TASK INPUT.
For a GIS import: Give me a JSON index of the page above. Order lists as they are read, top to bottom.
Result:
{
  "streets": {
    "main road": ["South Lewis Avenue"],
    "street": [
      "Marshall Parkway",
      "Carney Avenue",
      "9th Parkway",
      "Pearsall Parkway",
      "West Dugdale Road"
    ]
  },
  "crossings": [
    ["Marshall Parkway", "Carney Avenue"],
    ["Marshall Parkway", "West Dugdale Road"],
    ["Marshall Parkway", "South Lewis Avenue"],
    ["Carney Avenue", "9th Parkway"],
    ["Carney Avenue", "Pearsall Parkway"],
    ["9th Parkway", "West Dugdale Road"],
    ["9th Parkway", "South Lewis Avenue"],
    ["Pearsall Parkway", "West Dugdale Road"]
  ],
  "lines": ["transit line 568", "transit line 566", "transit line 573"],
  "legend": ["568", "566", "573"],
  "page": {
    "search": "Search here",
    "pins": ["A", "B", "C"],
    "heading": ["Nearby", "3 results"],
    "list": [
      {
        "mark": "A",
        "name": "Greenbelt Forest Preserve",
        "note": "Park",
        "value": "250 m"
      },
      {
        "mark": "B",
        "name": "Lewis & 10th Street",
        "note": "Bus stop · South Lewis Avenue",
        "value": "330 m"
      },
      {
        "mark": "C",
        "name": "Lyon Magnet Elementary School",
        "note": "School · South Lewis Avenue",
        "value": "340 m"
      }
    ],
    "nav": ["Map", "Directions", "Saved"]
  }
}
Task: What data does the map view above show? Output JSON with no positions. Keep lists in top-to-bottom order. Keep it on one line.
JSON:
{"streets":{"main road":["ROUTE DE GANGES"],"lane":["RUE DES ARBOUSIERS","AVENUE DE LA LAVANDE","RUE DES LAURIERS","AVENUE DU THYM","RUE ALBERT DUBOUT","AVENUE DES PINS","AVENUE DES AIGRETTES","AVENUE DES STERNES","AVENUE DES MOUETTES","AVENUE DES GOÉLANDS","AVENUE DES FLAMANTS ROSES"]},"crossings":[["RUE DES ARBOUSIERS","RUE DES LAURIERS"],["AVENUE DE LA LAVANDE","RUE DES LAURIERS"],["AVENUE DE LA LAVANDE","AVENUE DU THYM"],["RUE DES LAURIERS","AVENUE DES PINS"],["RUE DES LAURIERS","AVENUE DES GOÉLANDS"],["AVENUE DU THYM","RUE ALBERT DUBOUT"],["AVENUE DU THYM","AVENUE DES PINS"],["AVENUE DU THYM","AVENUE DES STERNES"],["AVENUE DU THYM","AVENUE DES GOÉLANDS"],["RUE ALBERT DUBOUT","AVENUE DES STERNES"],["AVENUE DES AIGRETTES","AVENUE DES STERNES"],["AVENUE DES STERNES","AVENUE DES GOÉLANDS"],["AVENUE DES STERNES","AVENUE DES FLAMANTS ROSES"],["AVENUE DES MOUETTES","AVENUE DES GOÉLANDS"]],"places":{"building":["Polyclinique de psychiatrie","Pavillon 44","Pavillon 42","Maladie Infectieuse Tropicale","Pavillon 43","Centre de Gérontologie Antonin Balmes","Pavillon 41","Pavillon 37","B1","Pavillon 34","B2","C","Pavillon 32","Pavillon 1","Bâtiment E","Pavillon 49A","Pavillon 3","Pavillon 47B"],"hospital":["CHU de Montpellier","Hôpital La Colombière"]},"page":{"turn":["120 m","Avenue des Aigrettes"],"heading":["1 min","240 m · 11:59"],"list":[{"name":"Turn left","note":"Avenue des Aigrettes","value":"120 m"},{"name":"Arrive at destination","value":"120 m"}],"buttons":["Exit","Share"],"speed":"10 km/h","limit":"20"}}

YOUR TASK. Report each line in the preceding entries that holds the string "Carney".

TASK RESPONSE.
      "Carney Avenue",
    ["Marshall Parkway", "Carney Avenue"],
    ["Carney Avenue", "9th Parkway"],
    ["Carney Avenue", "Pearsall Parkway"],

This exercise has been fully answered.